This guide will cover installing Mastodon on Debian 13
Install necessary tools
apt update && \
apt install -y curl wget gnupg lsb-release ca-certificates git gcc make
Install Mastodon dependencies
apt install -y \
imagemagick ffmpeg libvips-tools libpq-dev libxslt1-dev file \
protobuf-compiler pkg-config autoconf bison build-essential \
libssl-dev libyaml-dev libreadline-dev zlib1g-dev libffi-dev \
libgdbm-dev nginx nodejs redis-server postgresql certbot \
python3-certbot-nginx libidn-dev libicu-dev libjemalloc-dev
Create a new system user that will be dedicated to running Mastodon
useradd -md /opt/mastodon -s /bin/bash mastodon
Use this guide.
Add the official PostfreSQL repository. We want the latest version, not what's in Debian's repo.
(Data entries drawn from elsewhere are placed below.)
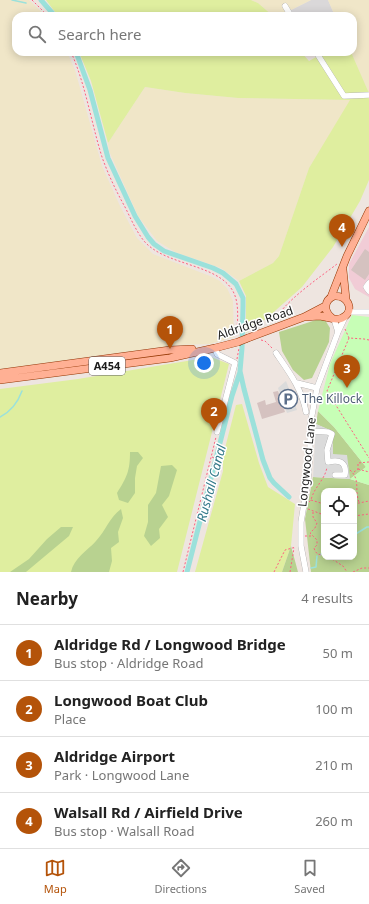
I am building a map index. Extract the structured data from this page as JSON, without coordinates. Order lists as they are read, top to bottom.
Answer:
{
  "streets": {
    "main road": ["Aldridge Road", "A454"],
    "street": ["Longwood Lane"]
  },
  "crossings": [
    ["Aldridge Road", "Longwood Lane"]
  ],
  "water": ["Rushall Canal"],
  "places": {
    "parking": ["The Killock"]
  },
  "page": {
    "search": "Search here",
    "pins": [
      "4",
      "1",
      "3",
      "2"
    ],
    "heading": ["Nearby", "4 results"],
    "list": [
      {
        "mark": "1",
        "name": "Aldridge Rd / Longwood Bridge",
        "note": "Bus stop · Aldridge Road",
        "value": "50 m"
      },
      {
        "mark": "2",
        "name": "Longwood Boat Club",
        "note": "Place",
        "value": "100 m"
      },
      {
        "mark": "3",
        "name": "Aldridge Airport",
        "note": "Park · Longwood Lane",
        "value": "210 m"
      },
      {
        "mark": "4",
        "name": "Walsall Rd / Airfield Drive",
        "note": "Bus stop · Walsall Road",
        "value": "260 m"
      }
    ],
    "nav": ["Map", "Directions", "Saved"]
  }
}
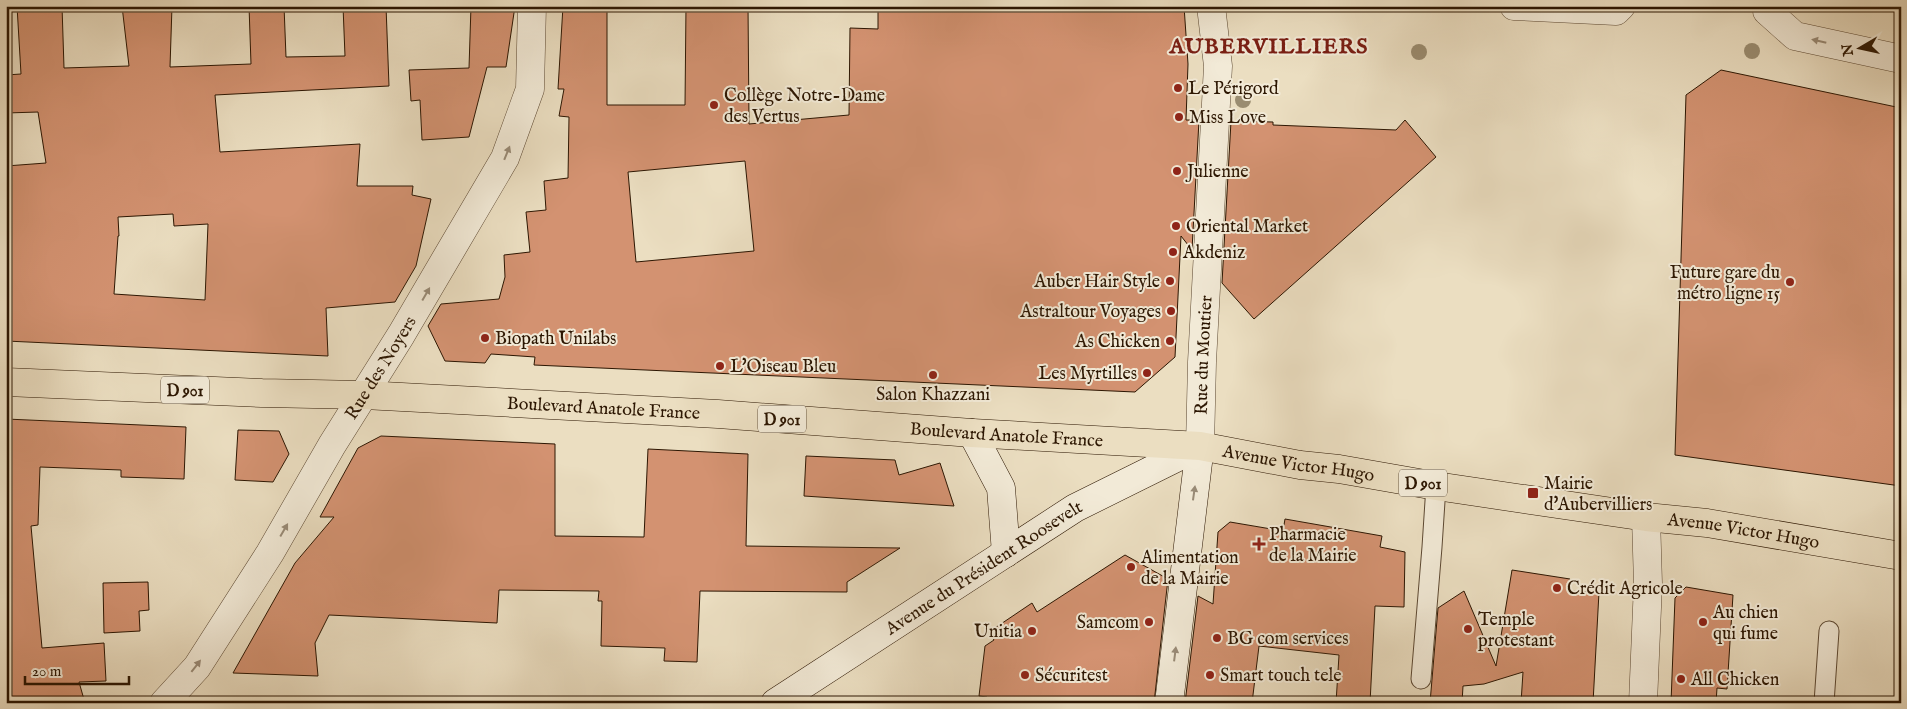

wget -O /usr/share/keyrings/postgresql.asc https://www.postgresql.org/media/keys/ACCC4CF8.asc
echo "deb [signed-by=/usr/share/keyrings/postgresql.asc] http://apt.postgresql.org/pub/repos/apt $(lsb_release -cs)-pgdg main" > /etc/apt/sources.list.d/postgresql.list
Install PSQL
apt update && \
apt install postgresql
Login to the DB
sudo -u postgres psql
Create new user and database
CREATE USER mastodon WITH PASSWORD '*****' CREATEDB;
\q
Enable corepack so that the correct version of yarn can be installed automatically
corepack enable
Login as the new mastodon user
su - mastodon
Use git to download the latest stable release of Mastodon:
git clone https://github.com/mastodon/mastodon.git live && cd live && \
git checkout $(git tag -l | grep '^v[0-9.]*$' | sort -V | tail -n 1)
Install rbenv to manage Ruby versions. It simplifies obtaining the correct versions and updating them when new releases are available.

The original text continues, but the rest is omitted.